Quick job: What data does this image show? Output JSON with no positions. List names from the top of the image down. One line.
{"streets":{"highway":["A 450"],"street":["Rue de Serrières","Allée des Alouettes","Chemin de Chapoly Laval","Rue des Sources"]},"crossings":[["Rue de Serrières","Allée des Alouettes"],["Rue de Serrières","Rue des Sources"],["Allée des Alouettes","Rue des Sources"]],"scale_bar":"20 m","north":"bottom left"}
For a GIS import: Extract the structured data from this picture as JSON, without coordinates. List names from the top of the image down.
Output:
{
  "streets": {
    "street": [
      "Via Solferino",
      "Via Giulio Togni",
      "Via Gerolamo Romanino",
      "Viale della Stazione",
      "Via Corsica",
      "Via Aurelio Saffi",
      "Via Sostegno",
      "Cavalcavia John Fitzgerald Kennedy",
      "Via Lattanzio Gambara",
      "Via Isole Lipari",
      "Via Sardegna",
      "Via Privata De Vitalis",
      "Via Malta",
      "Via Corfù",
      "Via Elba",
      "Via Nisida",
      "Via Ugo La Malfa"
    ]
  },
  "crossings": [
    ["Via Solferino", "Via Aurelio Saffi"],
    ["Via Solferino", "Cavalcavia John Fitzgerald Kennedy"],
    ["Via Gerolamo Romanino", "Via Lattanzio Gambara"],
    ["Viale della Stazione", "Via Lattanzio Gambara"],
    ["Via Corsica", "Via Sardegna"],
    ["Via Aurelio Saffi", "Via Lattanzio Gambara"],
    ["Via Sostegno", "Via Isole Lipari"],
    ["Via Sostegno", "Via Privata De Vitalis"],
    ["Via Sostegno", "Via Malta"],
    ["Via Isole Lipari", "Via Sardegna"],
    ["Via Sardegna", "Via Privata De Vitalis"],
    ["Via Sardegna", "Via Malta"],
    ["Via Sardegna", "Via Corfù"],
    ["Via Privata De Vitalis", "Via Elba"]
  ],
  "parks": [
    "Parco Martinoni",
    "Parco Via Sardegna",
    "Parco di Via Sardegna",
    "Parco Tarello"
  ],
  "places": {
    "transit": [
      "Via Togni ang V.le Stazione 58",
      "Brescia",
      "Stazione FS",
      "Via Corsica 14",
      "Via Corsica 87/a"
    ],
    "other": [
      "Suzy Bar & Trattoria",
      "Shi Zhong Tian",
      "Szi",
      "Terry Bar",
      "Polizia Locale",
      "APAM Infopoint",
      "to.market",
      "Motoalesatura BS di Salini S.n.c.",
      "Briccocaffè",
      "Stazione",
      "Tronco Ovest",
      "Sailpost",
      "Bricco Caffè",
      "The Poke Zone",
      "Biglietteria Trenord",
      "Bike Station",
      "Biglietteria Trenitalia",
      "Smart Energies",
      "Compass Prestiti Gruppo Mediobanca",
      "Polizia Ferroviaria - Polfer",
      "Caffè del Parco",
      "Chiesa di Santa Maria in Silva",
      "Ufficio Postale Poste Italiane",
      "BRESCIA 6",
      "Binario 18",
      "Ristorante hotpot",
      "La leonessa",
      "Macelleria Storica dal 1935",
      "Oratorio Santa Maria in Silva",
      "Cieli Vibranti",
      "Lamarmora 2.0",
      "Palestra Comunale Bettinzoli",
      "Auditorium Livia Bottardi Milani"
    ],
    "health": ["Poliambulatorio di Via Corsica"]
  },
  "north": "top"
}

————

* **Work instructions**: What lines of the listing contain the word "Biglietteria"? Copy them all.

* **Solution to this problem**:
      "Biglietteria Trenord",
      "Biglietteria Trenitalia",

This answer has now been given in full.